First, approach your cybersecurity budget as a strategic journey. Begin by heavily investing in prevention, focusing on strengthening defenses through firewalls, encryption, access controls and employee training. As these preventive measures mature, gradually shift more resources into detection capabilities, implementing advanced threat detection systems and security information and event management (SIEM) solutions and establishing a security operations center. Finally, enhance your response readiness by developing and testing incident response plans and investing in forensic tools.

Prioritize foundational elements.

Prioritize foundational elements such as internal assessments, governance and identity and access management (IAM). These critical components form the backbone of your security posture. Regular security audits and penetration testing help identify vulnerabilities, and developing and maintaining security policies, compliance frameworks and risk management strategies strengthens your overall governance.

Hire and retain talent.

Don’t overlook the human element. The cybersecurity skills shortage continues to be an industry-wide issue. To get and stay ahead, it’s critical to hire and retain top talent by investing in ongoing training and certifications for your team. Remember, the most advanced tools are only as good as the people operating them.

Optimize your tool stack.

Conduct a thorough inventory of your current tools and their functionalities. Identify any overlaps or gaps in your security coverage, then look for opportunities to consolidate tools, focusing on integrated platforms that offer multiple functionalities. Consider cloud-based security solutions, which can offer cost savings and easier management.
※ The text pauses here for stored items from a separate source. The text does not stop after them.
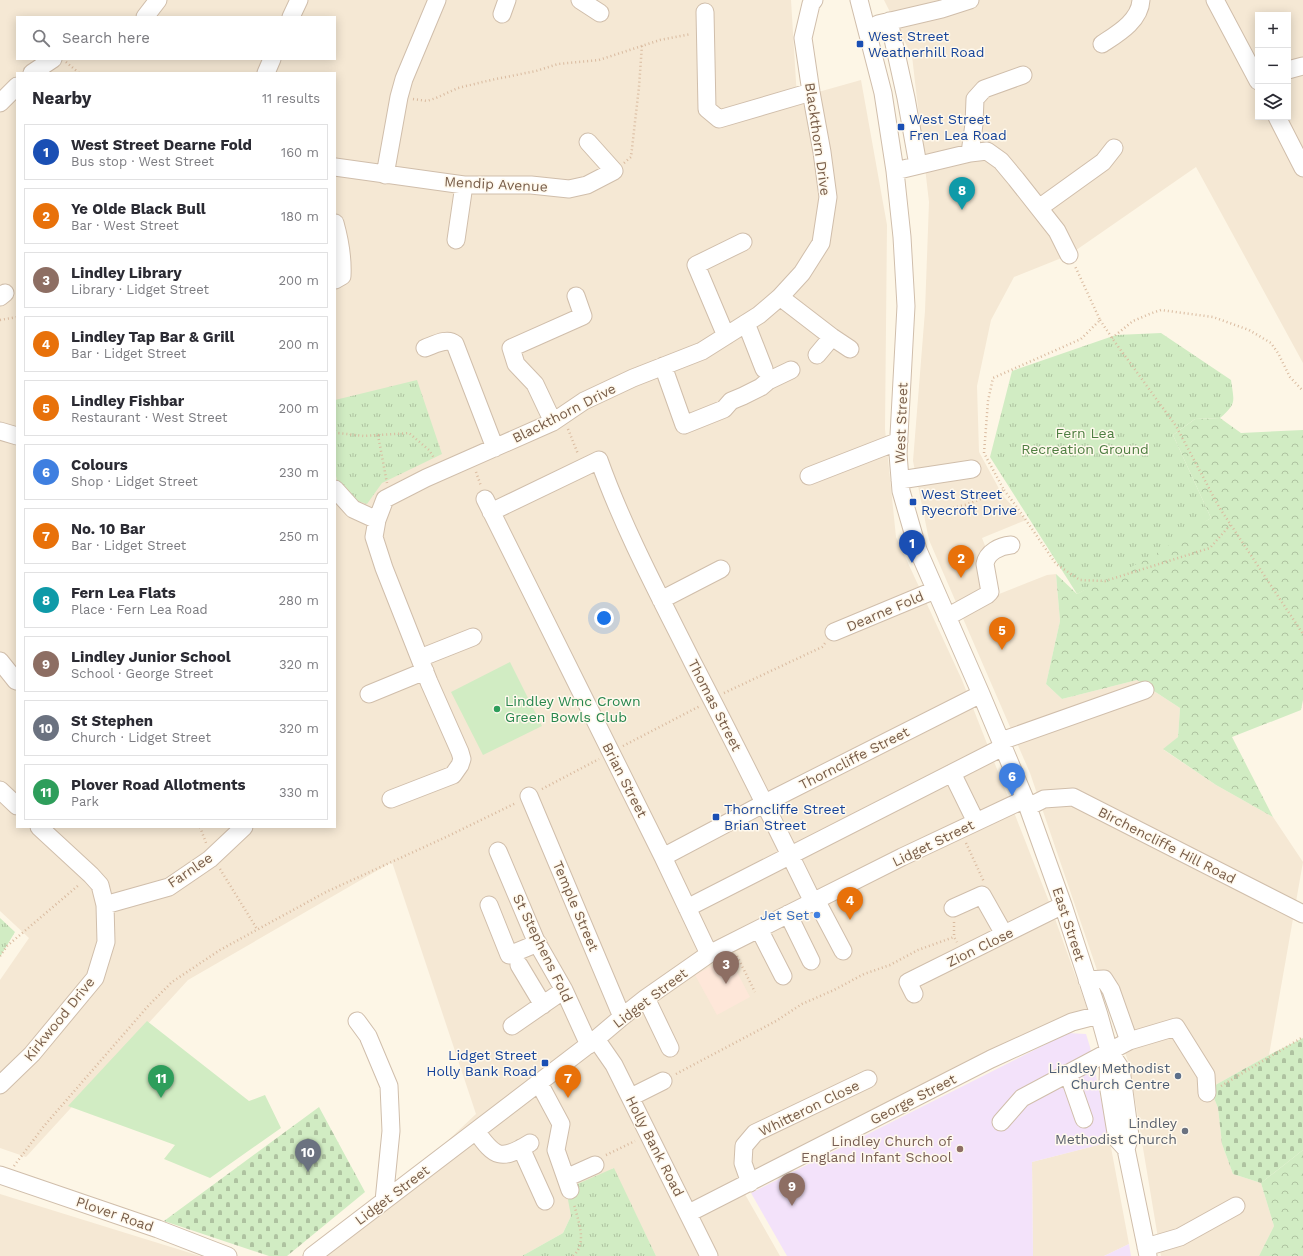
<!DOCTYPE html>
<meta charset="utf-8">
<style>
body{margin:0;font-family:"Work Sans",sans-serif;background:#f2f2f3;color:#2b2b33}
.controls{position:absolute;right:12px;top:12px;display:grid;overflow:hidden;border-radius:0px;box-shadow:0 2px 10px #0003}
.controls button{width:36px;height:36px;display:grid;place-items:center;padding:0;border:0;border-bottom:1px solid #e1e1e2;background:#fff;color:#2b2b33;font:20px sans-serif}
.you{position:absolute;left:604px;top:618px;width:14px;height:14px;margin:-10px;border:3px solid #fff;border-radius:50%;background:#1a73e8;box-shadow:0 0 0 6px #1a73e833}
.badge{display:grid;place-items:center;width:26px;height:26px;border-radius:50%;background:#824d3c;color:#fff;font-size:13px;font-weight:700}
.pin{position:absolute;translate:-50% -33px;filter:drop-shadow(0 1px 2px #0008)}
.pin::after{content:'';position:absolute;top:21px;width:14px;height:12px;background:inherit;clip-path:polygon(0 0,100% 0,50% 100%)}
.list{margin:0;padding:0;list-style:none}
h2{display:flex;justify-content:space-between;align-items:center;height:52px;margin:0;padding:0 16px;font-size:17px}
h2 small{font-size:13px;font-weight:400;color:#7c7c81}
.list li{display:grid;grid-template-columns:26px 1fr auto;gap:12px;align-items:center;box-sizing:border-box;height:56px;margin:0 8px 8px;padding:0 8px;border:1px solid #e1e1e2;border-radius:0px}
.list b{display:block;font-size:15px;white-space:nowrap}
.list p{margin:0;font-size:13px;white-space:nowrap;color:#7c7c81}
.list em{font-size:13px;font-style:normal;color:#7c7c81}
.icon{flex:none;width:22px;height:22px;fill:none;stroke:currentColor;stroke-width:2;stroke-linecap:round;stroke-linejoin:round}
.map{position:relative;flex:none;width:1303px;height:1256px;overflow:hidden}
.search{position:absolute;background:#fff;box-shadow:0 2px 10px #0003;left:16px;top:16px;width:320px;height:44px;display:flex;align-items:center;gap:10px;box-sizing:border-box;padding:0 14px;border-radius:0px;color:#7c7c81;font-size:15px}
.panel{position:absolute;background:#fff;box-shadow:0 2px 10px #0003;left:16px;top:72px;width:320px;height:756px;border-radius:0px}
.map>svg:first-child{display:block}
.residential{fill:#f5e8d4;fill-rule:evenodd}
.commercial{fill:#fee7d9}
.education{fill:#f3e2fa}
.green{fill:#d1ecc3}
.forest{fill:url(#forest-crowns)}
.cemetery{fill:url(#cemetery-stones)}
.park{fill:url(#park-tufts)}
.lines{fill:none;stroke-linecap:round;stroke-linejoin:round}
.minor-casing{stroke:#d0beab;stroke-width:19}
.path{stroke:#d9ba9f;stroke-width:2.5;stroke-dasharray:1 3;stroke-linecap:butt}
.minor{stroke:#fff;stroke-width:17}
.transit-dot{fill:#1a4fb4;stroke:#fff9ed;stroke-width:1.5}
.leisure-dot{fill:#2e9e5b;stroke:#fff9ed;stroke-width:1.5}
.shop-dot{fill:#3f7fe0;stroke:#fff9ed;stroke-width:1.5}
.service-dot{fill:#5c6f8a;stroke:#fff9ed;stroke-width:1.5}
.worship-dot{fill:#6b7280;stroke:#fff9ed;stroke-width:1.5}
.education-dot{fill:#8d6e63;stroke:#fff9ed;stroke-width:1.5}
.labels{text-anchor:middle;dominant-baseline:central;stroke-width:3;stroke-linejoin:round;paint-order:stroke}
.transit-label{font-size:14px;fill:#164399;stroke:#fff9ed;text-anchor:start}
.street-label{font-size:14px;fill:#785d49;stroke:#fff9ed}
.park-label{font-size:14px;fill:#4e7e41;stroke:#fff9ed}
.leisure-label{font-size:14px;fill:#27864d;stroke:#fff9ed;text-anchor:start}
.shop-label{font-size:14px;fill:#366cbe;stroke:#fff9ed;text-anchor:end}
.service-label{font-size:14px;fill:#4e5e75;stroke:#fff9ed;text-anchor:end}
.worship-label{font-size:14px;fill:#5b616d;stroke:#fff9ed;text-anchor:end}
.education-label{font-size:14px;fill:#785e54;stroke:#fff9ed;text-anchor:end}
</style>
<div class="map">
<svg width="1303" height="1256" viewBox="0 0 1303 1256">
<defs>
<pattern id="forest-crowns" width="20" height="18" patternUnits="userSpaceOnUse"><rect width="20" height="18" fill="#d1ecc3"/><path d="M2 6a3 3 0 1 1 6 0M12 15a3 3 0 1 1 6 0" fill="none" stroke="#aec2a0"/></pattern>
<pattern id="cemetery-stones" width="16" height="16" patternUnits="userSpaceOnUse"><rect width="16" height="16" fill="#d1ecc3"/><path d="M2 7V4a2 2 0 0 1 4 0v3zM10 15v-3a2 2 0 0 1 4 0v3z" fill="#aec2a0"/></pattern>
<pattern id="park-tufts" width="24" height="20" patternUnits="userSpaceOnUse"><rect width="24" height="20" fill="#d1ecc3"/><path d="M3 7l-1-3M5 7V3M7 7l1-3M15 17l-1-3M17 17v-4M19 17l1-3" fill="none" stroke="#aec2a0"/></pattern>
</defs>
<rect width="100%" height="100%" fill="#fdf6e6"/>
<!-- residential -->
<path class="residential" d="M0,0h791l6,98 64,-18 26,145 -2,204 11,108 66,143 86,219 40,112 -350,171 42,74h-124l-43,-88 -42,48 -8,17 -41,23h-202l64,-55 92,-87 -84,-252 -204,118 -162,177 -26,-9v-168l29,-42 -29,-27zM17,17h318v42h-318zM17,73h318v754h-318z
M884,0h419v363l-107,-196 -127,88 -55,22 -23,43 -14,66 2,66 24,44 23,24 -44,18 9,23 -15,6 13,31 58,-23 9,-1 4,47 -14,63 16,15 75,-19 43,28 -2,29 -14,13 52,35 57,32 30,45 -34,193 -59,33 8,20 4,36 11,30 28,9 13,43 -15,30h-98l-32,-192 -99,-291 -101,-233 -16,-79 12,-150 4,-109 -17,-146zM1258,15h30v102h-30z
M1110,1142l19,102 -25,12h-71l-1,-94z
M0,1194l200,62h-200z"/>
<!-- commercial -->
<path class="commercial" d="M729,957l21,40 -33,18 -22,-40z"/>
<!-- education -->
<path class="education" d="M1068,1033l18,1 4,13 20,95 -78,20 1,94h-246l-36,-63z
M1129,1244l2,12h-27z"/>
<!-- green -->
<path class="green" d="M510,662l32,64 -59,29 -32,-63z
M147,1021l102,80 16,-6 16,33 -71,50 -46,-19 11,-14 -107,-39z"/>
<!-- forest -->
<path class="forest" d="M1220,418l21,15 62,-3v270l-2,10 -69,27 41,80 -57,-32 -53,-36 15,-12 2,-29 -43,-28 -75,19 -16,-15 14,-63 -4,-47 21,20 134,-76 -38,-83 22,-16z
M1303,1150v106h-44l15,-30 -13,-43z"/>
<!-- cemetery -->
<path class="cemetery" d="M1303,1038v112l-42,33 -28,-9 -11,-30 -4,-36 -8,-20 59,-33z
M319,1107l46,85 -78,64h-18l-105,-35z"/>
<!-- park -->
<path class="park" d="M1161,333l70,47c3,22 6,23 -11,38l-25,1 -22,16 38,83 -62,40 -72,36 -87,-137 22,-86 104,-36z
M417,380l25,74 -60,29 -15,21 -16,-5 -12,-11 -4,-16v-72z
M0,918l15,14 -15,25z
M614,1168l42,88h-134l41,-23 8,-17 -5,-27z"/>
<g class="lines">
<defs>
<path id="minor" d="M580,0l20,13
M859,0l24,93 12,78 7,66 4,69 -8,148 3,37 17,59 63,144 44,105 38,106 36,110 10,36 -1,33 9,55 9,10
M1215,0l43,81
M705,12l2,97 12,10 92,-27
M502,14l5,-14
M145,17l13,-17
M291,17l8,-17
M889,21l17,77 12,67
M878,24l64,-15 28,-9
M1102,44c15,-10 38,-23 39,-44
M1288,70l15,-4
M32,73l21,-14
M266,73l6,-14
M0,103l17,-17
M1277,117l26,51
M970,153l4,-29 1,-25 9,-10 39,-14
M335,167l129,18h67l38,4 18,-4 27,-14 -26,-29
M895,171l75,-18 17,-2 14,10 15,18 41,52 12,24
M385,175l14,-78 5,-18 33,-79
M1039,208l64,-46 11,-14
M335,223c5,18 8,34 7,53l-7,4
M456,240l8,-55
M0,297l5,-4
M780,297l52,40 18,12
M746,323l18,46
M726,336l-30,-71 47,-23
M425,348c9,-3 22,-11 30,-4l40,104
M817,355l15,-18
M663,366l21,59 40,-16 7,-8 12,-5 18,-9 7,-6 23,-11
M553,422l-18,-38 -19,-20 -5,-16 72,-32 -7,-20
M0,431l17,5
M809,476l90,-35
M900,480l72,-11
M335,489l18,20 24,11
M485,499l178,358 46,97
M491,512l108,-52c25,70 61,137 94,203 41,79 81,159 120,239
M661,600l60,-31
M947,617l40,-22 3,-3 -5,-28c2,-12 15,-18 26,-19
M834,632l101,-42
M420,658l53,-21
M0,661l16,20
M369,694l56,-23
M1001,741l144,-51
M952,773l24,49
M0,790l17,16
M529,796l93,221
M391,799l62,-24 7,-10 2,-6 -2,-7 -31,-70 -45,-114 -10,-31 3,-17 8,-21 41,-21 127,-56 31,-21 49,-23 69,-27 57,-36 21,-18 22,-24 19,-30 7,-46 -6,-45 -11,-60 -8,-54 8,-34 3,-4
M1028,807l16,-8 29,-2 230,117
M498,851l38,90 28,49 25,55
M663,857l102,-54 216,-109
M816,900l27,51
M105,905l64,-18 41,-28 34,-32
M489,905l20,50 29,-12
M687,908l316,-161
M953,908l29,-13 22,39
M788,914l23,47
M759,929l24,47
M519,965l24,40
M914,994l-6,-12 155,-77
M646,998l24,50
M357,1021l11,15 21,50 2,45 -7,70
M512,1026l52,-36
M596,1039l18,26 95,191
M1129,1041l47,-14 30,48 1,18
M1109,1051l12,18 9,67 -4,13 22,107
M1068,1073l16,46
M539,1083l22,41 -5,26 14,40
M0,1085l32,-31 63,-76 11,-36 -1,-37 -5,-20 -9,-10 -52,-48
M631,1097l32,-16
M1001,1122l21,-24 107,-57 -18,-51 -7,-11 -17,1
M476,1131c19,27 25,30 54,12
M521,1148l24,53
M0,1175l158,54 70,27
M566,1178l29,-13
M750,1183l-7,-20 1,-17 11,-13 113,-54
M689,1213l302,-154 81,-37 27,-7
M1146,1247l34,-10 56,-31
M312,1256l284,-217 26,-22 24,-19 63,-44 193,-97 123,-58"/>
</defs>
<!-- minor casing -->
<use href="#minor" class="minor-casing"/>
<!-- path -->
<path class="path" d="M66,62l13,11
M413,99l14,2 9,-3 22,-10 33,-8 45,-9 22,-7 41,-4 61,-20 31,-6
M624,163l7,-6 8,-70 3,-42
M0,320l17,-3
M1100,320l12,18 64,88 43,81 84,127
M1112,338l21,-17 19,-8 9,-3 52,7 36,13 22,13 7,10 12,24 13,14
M568,429l10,25
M335,431l3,2 26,3 45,-3 20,17 5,8
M378,435l9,48
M476,472l5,14
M1004,490l15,20 37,54 24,16 25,1 105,-33 21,-24
M922,515l43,-10 39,-15 -20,-37 4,-52 5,-23 88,-39 19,-19 -25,-54
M724,693l98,-46 4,-5
M623,746l77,-40
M542,789l57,-30
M200,827l6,16
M966,843l18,39
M220,869l37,60
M954,922v15
M0,956l7,-10 73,-62
M737,956l18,36
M676,1074l100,-53 26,-17 32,-14 30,-16 26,-9 28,-15 36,-13 3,5
M1221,1086l82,-49
M606,1155l29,-14
M14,1166l30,-40 105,-121 23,-23 48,-32 106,-58 120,-55 70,-34
M573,1256c15,-13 5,-35 1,-52"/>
<!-- minor -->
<use href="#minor" class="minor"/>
</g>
<!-- markers -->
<g class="transit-dot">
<rect x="856" y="40" width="8" height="8" rx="2"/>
<rect x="897" y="123" width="8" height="8" rx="2"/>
<rect x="909" y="498" width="8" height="8" rx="2"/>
<rect x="712" y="813" width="8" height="8" rx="2"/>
<rect x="541" y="1059" width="8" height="8" rx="2"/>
</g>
<circle class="leisure-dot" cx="497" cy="709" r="4"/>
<circle class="shop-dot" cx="817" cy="915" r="4"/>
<circle class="service-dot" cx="1178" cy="1076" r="4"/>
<circle class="worship-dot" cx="1185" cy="1131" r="4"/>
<circle class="education-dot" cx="960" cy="1149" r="4"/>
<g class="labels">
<!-- transit labels -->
<g class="transit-label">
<text x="868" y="36">West Street<tspan x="868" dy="16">Weatherhill Road</tspan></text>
<text x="909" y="119">West Street<tspan x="909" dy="16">Fren Lea Road</tspan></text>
<text x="921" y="494">West Street<tspan x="921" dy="16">Ryecroft Drive</tspan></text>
<text x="724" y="809">Thorncliffe Street<tspan x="724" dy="16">Brian Street</tspan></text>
<text x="537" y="1055" text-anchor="end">Lidget Street<tspan x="537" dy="16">Holly Bank Road</tspan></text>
</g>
<!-- street labels -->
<g class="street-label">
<text transform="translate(818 139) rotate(82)">Blackthorn Drive</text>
<text transform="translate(496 184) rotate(3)">Mendip Avenue</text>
<text transform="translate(564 413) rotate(-27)">Blackthorn Drive</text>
<text transform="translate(901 423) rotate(-88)">West Street</text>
<text transform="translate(885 611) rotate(-23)">Dearne Fold</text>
<text transform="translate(715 705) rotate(63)">Thomas Street</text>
<text transform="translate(854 758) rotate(-27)">Thorncliffe Street</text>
<text transform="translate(625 780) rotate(63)">Brian Street</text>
<text transform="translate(933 843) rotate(-26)">Lidget Street</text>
<text transform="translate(1167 845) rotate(27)">Birchencliffe Hill Road</text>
<text transform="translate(190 870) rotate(-34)">Farnlee</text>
<text transform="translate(576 906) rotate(67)">Temple Street</text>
<text transform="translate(1069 924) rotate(72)">East Street</text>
<text transform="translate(980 947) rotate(-26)">Zion Close</text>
<text transform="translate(543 948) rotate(64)">St Stephens Fold</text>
<text transform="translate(650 998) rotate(-37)">Lidget Street</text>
<text transform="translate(59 1019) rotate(-51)">Kirkwood Drive</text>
<text transform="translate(913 1099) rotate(-27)">George Street</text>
<text transform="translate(809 1108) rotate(-26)">Whitteron Close</text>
<text transform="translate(655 1146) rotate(63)">Holly Bank Road</text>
<text transform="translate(392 1195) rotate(-37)">Lidget Street</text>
<text transform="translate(115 1214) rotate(19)">Plover Road</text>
</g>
<!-- park labels -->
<g class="park-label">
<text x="1085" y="433">Fern Lea<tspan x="1085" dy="16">Recreation Ground</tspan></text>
</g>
<!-- leisure labels -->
<g class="leisure-label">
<text x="505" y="701">Lindley Wmc Crown<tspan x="505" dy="16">Green Bowls Club</tspan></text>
</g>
<!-- shop labels -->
<g class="shop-label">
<text x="809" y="915">Jet Set</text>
</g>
<!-- service labels -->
<g class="service-label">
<text x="1170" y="1068">Lindley Methodist<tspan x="1170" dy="16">Church Centre</tspan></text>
</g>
<!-- worship labels -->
<g class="worship-label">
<text x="1177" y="1123">Lindley<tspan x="1177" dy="16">Methodist Church</tspan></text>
</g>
<!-- education labels -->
<g class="education-label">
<text x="952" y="1141">Lindley Church of<tspan x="952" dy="16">England Infant School</tspan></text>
</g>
</g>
</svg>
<div class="controls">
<button>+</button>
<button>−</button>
<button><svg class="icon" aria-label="layers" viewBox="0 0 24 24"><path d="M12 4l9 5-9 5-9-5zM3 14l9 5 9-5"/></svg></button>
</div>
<div class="you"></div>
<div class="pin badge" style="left:912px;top:563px;background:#1a4fb4">1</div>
<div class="pin badge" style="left:961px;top:578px;background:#e8710a">2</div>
<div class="pin badge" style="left:726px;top:984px;background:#8d6e63">3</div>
<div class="pin badge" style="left:850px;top:920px;background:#e8710a">4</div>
<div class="pin badge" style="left:1002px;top:650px;background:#e8710a">5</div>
<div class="pin badge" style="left:1012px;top:796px;background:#3f7fe0">6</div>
<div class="pin badge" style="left:568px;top:1098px;background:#e8710a">7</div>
<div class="pin badge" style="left:962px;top:210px;background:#0f9aa8">8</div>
<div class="pin badge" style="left:792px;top:1206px;background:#8d6e63">9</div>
<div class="pin badge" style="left:308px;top:1172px;background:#6b7280">10</div>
<div class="pin badge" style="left:161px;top:1098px;background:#2e9e5b">11</div>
<div class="search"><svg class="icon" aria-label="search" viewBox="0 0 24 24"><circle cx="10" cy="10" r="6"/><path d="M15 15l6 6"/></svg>Search here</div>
<section class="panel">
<h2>Nearby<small>11 results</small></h2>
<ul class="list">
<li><span class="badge" style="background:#1a4fb4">1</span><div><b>West Street Dearne Fold</b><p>Bus stop · West Street</p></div><em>160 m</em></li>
<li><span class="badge" style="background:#e8710a">2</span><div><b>Ye Olde Black Bull</b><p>Bar · West Street</p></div><em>180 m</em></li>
<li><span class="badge" style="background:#8d6e63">3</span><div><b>Lindley Library</b><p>Library · Lidget Street</p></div><em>200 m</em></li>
<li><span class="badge" style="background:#e8710a">4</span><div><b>Lindley Tap Bar &amp; Grill</b><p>Bar · Lidget Street</p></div><em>200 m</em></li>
<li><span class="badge" style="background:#e8710a">5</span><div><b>Lindley Fishbar</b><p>Restaurant · West Street</p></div><em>200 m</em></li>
<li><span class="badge" style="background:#3f7fe0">6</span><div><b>Colours</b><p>Shop · Lidget Street</p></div><em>230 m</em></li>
<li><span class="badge" style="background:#e8710a">7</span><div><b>No. 10 Bar</b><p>Bar · Lidget Street</p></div><em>250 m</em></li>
<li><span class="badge" style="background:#0f9aa8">8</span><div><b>Fern Lea Flats</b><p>Place · Fern Lea Road</p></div><em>280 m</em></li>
<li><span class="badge" style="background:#8d6e63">9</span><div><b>Lindley Junior School</b><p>School · George Street</p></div><em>320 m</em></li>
<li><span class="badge" style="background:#6b7280">10</span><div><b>St Stephen</b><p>Church · Lidget Street</p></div><em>320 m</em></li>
<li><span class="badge" style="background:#2e9e5b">11</span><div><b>Plover Road Allotments</b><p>Park</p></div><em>330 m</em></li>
</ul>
</section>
</div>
Invest in cyber insurance.

Although sometimes challenging to obtain, cyber insurance can provide crucial financial protection. Invest time and resources in documenting your security practices and incident response plans, as this can help reduce premiums. Consider working with a broker who specializes in cyber insurance to navigate the complex market.

Conclusion

Regardless of where you are in your cybersecurity journey, it’s essential to ensure that your investments are delivering measurable results. Focus on metrics such as time to detect, contain and recover from data breaches. Reduction in time to patch software application vulnerabilities and in data center downtime are also valuable indicators to monitor closely. Remember, the goal isn’t just to spend more on security but to spend smarter, ensuring that every dollar invested contributes to your organization’s resilience and bottom line.